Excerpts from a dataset
····················
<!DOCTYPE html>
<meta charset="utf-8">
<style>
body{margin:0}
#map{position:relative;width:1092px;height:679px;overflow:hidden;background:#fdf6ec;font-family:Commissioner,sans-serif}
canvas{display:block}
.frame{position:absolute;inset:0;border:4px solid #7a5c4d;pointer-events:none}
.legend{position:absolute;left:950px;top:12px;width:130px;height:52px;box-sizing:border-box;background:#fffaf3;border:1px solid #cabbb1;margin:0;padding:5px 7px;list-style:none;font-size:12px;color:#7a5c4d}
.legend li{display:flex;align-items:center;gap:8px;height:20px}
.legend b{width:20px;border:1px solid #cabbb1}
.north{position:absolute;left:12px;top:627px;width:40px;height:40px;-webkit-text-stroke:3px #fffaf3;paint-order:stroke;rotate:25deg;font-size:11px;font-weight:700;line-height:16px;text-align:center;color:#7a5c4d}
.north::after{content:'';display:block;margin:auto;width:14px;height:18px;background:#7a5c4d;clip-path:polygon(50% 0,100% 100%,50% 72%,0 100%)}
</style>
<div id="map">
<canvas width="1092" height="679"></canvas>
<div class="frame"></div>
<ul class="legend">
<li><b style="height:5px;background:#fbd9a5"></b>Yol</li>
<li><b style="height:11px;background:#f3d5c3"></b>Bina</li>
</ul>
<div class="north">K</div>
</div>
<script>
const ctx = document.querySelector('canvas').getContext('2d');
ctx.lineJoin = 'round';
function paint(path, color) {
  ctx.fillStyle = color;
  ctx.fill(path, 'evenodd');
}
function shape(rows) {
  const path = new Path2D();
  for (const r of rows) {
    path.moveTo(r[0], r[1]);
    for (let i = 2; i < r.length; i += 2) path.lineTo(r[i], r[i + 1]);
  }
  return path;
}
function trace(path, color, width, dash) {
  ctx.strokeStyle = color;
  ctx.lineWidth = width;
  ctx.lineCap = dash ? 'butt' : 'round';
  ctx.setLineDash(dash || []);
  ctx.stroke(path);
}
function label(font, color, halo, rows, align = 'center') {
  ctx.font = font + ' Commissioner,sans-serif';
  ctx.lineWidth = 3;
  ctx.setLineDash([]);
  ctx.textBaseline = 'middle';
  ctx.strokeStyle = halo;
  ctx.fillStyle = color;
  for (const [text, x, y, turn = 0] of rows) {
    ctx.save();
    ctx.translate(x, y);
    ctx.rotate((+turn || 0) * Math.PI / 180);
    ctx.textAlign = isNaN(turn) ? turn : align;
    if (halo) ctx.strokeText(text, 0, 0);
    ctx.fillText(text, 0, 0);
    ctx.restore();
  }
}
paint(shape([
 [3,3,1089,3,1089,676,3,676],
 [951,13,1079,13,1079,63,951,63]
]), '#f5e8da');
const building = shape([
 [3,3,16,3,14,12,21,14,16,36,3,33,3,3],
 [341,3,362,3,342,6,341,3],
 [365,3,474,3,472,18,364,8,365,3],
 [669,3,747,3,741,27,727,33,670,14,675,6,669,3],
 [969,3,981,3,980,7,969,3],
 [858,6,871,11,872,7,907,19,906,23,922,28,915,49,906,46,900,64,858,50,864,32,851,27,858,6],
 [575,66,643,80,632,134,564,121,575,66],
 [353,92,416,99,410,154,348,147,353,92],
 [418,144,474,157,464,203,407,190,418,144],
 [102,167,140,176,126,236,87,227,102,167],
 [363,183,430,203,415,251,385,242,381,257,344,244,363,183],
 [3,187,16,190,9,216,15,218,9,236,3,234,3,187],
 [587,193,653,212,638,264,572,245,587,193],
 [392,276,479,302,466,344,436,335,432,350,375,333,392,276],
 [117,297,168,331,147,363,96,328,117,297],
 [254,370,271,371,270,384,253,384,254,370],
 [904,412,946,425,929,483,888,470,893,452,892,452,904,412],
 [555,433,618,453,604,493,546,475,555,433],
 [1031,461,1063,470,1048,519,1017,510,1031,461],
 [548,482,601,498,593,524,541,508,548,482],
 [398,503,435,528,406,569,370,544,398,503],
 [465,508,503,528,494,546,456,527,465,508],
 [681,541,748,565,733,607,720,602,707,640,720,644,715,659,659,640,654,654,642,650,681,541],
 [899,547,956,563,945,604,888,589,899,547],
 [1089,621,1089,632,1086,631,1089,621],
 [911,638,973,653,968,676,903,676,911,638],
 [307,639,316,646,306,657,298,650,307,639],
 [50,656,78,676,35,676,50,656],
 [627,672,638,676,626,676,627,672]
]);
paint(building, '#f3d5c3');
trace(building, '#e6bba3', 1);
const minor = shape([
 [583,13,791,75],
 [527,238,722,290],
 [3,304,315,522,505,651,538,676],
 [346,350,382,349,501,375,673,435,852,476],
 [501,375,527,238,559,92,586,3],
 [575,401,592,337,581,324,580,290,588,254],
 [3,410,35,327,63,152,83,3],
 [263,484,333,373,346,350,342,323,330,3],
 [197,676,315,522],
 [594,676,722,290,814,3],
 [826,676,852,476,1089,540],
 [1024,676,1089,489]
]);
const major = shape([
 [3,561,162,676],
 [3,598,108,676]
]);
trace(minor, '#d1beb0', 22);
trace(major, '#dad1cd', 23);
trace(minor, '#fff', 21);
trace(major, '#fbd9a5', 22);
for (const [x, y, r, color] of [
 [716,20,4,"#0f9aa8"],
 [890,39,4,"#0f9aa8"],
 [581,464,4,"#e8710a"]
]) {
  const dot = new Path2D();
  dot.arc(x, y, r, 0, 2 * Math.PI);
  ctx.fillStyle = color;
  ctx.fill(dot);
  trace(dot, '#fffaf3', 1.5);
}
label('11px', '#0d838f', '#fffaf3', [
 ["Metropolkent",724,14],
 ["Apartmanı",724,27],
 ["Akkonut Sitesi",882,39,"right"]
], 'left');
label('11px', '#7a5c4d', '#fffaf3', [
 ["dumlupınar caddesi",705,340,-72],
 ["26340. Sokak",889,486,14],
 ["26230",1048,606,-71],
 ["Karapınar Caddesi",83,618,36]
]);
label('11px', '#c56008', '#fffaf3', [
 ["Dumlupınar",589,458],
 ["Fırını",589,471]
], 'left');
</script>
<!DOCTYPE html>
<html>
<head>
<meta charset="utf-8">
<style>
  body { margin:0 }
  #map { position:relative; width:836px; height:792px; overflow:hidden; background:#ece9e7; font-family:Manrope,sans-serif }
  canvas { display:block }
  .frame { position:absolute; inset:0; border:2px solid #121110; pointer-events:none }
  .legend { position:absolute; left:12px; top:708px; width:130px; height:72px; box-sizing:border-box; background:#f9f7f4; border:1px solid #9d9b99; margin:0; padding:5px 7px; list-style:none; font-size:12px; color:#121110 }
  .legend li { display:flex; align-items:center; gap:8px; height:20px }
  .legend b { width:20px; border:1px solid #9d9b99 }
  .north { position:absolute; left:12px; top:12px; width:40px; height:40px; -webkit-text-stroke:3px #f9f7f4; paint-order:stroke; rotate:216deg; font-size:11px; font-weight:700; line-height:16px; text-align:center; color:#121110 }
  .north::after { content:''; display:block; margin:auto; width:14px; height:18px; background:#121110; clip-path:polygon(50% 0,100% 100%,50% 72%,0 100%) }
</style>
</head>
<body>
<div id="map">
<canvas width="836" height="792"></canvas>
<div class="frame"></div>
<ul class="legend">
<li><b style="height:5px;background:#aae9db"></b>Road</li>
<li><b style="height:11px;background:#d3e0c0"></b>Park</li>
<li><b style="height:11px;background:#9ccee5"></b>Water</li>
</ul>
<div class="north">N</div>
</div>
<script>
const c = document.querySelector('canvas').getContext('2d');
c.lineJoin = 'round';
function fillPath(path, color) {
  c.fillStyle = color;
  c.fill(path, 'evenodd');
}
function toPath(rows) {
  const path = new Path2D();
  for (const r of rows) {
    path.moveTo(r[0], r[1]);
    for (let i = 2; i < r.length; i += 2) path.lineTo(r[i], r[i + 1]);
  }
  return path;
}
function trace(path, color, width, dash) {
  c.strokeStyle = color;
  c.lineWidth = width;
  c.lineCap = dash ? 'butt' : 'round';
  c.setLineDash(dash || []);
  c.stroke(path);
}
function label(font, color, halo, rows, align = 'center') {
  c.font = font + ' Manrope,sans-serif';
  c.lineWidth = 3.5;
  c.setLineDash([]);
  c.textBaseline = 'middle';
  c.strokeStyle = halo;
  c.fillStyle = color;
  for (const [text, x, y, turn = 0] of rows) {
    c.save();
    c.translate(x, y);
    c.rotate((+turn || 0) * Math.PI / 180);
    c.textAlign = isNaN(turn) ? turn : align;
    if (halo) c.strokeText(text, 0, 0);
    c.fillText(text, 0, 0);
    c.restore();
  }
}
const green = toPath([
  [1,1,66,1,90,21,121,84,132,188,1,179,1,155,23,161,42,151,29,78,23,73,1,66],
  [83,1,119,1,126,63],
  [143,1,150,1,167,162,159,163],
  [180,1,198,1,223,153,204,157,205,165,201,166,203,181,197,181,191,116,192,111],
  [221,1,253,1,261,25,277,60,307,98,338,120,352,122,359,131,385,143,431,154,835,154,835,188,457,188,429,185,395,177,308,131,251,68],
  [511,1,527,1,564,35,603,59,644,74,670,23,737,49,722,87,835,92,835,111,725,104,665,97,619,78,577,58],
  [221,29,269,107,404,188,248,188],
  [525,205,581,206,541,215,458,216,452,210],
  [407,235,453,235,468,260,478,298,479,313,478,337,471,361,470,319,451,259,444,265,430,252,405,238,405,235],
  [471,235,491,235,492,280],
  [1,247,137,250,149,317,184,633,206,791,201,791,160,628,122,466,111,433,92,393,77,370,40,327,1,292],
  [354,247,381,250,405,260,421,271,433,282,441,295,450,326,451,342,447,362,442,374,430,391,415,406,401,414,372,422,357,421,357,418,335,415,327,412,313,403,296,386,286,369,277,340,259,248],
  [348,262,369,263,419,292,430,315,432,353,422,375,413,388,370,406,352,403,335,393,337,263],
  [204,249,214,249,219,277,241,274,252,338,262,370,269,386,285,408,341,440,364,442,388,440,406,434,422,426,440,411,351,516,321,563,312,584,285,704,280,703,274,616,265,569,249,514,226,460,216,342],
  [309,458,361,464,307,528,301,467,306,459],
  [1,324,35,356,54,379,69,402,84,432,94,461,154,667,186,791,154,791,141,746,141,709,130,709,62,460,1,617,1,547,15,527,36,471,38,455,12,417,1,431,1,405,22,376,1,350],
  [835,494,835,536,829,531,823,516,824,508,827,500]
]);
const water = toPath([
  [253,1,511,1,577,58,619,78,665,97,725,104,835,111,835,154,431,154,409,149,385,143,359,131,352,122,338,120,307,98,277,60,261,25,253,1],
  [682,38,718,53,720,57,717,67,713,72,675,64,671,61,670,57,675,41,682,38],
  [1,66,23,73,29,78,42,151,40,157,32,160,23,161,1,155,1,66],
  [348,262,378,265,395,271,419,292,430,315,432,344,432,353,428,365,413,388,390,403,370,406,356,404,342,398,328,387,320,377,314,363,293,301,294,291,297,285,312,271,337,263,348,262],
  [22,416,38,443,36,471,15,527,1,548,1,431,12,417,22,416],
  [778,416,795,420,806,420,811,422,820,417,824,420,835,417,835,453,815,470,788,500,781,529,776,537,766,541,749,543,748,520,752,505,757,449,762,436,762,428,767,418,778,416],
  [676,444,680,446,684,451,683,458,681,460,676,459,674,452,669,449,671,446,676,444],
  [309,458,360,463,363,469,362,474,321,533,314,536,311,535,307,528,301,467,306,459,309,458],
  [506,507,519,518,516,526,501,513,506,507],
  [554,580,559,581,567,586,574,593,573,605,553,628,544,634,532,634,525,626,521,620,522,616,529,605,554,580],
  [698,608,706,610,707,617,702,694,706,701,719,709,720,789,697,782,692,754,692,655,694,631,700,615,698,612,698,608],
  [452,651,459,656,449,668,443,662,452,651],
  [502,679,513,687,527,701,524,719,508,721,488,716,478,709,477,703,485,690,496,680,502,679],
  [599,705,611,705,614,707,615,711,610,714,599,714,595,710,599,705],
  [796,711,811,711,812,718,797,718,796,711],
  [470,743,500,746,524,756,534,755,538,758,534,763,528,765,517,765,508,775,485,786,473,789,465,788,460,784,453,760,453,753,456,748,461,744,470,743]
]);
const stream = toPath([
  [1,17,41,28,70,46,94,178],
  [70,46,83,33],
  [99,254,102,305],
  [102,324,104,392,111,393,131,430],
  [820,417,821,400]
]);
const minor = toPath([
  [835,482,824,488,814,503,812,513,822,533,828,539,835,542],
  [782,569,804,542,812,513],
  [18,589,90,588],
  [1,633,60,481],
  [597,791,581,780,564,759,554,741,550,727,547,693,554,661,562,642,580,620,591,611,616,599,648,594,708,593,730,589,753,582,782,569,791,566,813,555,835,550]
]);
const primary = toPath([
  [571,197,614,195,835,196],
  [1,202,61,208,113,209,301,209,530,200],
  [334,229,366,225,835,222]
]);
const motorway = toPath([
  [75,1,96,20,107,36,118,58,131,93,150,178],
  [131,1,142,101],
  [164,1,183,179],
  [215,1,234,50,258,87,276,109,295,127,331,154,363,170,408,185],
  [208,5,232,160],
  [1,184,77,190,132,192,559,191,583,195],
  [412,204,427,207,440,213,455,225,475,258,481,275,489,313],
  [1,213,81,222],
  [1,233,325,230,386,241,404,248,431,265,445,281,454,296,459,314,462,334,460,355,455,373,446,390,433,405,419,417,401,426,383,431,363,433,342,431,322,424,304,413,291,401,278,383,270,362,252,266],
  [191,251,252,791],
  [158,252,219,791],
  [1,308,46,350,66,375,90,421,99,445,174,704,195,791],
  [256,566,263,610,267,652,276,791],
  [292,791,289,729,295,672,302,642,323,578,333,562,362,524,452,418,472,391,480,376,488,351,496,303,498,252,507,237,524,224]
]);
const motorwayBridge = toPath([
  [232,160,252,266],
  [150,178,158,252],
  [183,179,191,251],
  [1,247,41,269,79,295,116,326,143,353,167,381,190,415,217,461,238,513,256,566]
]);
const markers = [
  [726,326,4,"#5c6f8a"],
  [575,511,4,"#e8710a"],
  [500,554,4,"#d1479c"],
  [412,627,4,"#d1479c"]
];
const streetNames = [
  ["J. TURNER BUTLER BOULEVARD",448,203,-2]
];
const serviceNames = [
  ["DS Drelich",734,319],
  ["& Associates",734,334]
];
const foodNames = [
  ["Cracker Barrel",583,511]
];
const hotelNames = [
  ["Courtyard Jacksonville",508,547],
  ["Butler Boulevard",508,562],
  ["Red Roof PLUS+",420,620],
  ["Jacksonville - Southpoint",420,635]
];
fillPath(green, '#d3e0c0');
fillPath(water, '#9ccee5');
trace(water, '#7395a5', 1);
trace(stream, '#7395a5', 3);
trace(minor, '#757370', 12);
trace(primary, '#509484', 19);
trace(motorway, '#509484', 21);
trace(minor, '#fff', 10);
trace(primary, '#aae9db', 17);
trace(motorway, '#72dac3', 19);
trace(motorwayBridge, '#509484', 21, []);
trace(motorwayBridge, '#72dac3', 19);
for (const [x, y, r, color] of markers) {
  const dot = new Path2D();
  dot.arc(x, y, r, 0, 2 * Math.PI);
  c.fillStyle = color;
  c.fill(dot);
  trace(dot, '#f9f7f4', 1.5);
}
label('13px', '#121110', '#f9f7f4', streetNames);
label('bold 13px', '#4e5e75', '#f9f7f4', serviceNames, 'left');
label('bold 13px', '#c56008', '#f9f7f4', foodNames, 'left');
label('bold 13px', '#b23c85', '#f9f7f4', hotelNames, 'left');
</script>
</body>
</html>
····················
▶ **Exercise description**: The expected answer is a copy of every line in the entries that holds the word "html".

▶ **Task solution**:
<!DOCTYPE html>
<!DOCTYPE html>
<html>
</html>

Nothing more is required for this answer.